### Given data
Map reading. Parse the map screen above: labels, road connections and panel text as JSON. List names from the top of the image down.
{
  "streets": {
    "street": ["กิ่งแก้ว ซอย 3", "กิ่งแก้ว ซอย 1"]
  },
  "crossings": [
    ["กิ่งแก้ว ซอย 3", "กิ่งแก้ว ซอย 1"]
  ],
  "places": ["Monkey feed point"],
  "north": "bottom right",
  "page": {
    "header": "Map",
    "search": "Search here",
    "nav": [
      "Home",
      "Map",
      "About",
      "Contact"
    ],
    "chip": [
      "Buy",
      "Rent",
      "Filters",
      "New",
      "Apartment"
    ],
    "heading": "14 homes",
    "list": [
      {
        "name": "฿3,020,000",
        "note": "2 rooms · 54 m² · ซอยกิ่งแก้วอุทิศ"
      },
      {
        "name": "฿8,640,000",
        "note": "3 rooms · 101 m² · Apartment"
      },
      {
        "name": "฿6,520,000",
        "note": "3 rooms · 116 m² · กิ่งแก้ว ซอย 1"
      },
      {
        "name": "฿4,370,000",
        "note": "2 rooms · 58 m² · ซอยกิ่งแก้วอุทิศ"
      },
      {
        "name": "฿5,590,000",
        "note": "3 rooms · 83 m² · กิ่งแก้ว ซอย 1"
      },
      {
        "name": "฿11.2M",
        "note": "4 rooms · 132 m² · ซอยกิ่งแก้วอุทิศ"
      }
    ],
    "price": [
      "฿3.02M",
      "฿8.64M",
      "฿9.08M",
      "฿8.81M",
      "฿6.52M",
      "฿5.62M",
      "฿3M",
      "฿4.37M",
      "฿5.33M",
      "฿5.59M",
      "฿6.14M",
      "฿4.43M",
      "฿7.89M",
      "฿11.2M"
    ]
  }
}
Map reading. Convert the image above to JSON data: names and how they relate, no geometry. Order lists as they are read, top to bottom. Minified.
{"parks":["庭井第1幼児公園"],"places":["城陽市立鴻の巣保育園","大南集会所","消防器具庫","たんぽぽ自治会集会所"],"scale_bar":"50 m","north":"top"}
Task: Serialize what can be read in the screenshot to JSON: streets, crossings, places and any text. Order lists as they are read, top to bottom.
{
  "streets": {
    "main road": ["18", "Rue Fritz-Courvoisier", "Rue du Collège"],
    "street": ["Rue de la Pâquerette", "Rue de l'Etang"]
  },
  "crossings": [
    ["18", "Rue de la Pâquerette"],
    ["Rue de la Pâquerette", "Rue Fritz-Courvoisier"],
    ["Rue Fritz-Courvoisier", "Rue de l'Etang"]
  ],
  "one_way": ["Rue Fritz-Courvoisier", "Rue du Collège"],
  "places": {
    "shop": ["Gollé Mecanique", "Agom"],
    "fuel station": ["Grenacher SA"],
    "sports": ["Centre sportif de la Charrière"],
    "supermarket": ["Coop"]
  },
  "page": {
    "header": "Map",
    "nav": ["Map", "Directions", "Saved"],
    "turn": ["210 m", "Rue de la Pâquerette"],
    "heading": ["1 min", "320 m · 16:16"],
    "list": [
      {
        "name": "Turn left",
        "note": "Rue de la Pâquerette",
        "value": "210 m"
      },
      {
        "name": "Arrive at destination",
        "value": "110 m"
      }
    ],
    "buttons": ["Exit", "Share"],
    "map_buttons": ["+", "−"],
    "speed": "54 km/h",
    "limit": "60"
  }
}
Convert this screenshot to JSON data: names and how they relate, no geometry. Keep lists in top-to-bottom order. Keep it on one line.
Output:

### Problem description
Write the material above out in full, exactly as it reads.

### Solution for this task
Map reading. Parse the map screen above: labels, road connections and panel text as JSON. List names from the top of the image down.
{
  "streets": {
    "street": ["กิ่งแก้ว ซอย 3", "กิ่งแก้ว ซอย 1"]
  },
  "crossings": [
    ["กิ่งแก้ว ซอย 3", "กิ่งแก้ว ซอย 1"]
  ],
  "places": ["Monkey feed point"],
  "north": "bottom right",
  "page": {
    "header": "Map",
    "search": "Search here",
    "nav": [
      "Home",
      "Map",
      "About",
      "Contact"
    ],
    "chip": [
      "Buy",
      "Rent",
      "Filters",
      "New",
      "Apartment"
    ],
    "heading": "14 homes",
    "list": [
      {
        "name": "฿3,020,000",
        "note": "2 rooms · 54 m² · ซอยกิ่งแก้วอุทิศ"
      },
      {
        "name": "฿8,640,000",
        "note": "3 rooms · 101 m² · Apartment"
      },
      {
        "name": "฿6,520,000",
        "note": "3 rooms · 116 m² · กิ่งแก้ว ซอย 1"
      },
      {
        "name": "฿4,370,000",
        "note": "2 rooms · 58 m² · ซอยกิ่งแก้วอุทิศ"
      },
      {
        "name": "฿5,590,000",
        "note": "3 rooms · 83 m² · กิ่งแก้ว ซอย 1"
      },
      {
        "name": "฿11.2M",
        "note": "4 rooms · 132 m² · ซอยกิ่งแก้วอุทิศ"
      }
    ],
    "price": [
      "฿3.02M",
      "฿8.64M",
      "฿9.08M",
      "฿8.81M",
      "฿6.52M",
      "฿5.62M",
      "฿3M",
      "฿4.37M",
      "฿5.33M",
      "฿5.59M",
      "฿6.14M",
      "฿4.43M",
      "฿7.89M",
      "฿11.2M"
    ]
  }
}
Map reading. Convert the image above to JSON data: names and how they relate, no geometry. Order lists as they are read, top to bottom. Minified.
{"parks":["庭井第1幼児公園"],"places":["城陽市立鴻の巣保育園","大南集会所","消防器具庫","たんぽぽ自治会集会所"],"scale_bar":"50 m","north":"top"}
Task: Serialize what can be read in the screenshot to JSON: streets, crossings, places and any text. Order lists as they are read, top to bottom.
{
  "streets": {
    "main road": ["18", "Rue Fritz-Courvoisier", "Rue du Collège"],
    "street": ["Rue de la Pâquerette", "Rue de l'Etang"]
  },
  "crossings": [
    ["18", "Rue de la Pâquerette"],
    ["Rue de la Pâquerette", "Rue Fritz-Courvoisier"],
    ["Rue Fritz-Courvoisier", "Rue de l'Etang"]
  ],
  "one_way": ["Rue Fritz-Courvoisier", "Rue du Collège"],
  "places": {
    "shop": ["Gollé Mecanique", "Agom"],
    "fuel station": ["Grenacher SA"],
    "sports": ["Centre sportif de la Charrière"],
    "supermarket": ["Coop"]
  },
  "page": {
    "header": "Map",
    "nav": ["Map", "Directions", "Saved"],
    "turn": ["210 m", "Rue de la Pâquerette"],
    "heading": ["1 min", "320 m · 16:16"],
    "list": [
      {
        "name": "Turn left",
        "note": "Rue de la Pâquerette",
        "value": "210 m"
      },
      {
        "name": "Arrive at destination",
        "value": "110 m"
      }
    ],
    "buttons": ["Exit", "Share"],
    "map_buttons": ["+", "−"],
    "speed": "54 km/h",
    "limit": "60"
  }
}
Convert this screenshot to JSON data: names and how they relate, no geometry. Keep lists in top-to-bottom order. Keep it on one line.
Output:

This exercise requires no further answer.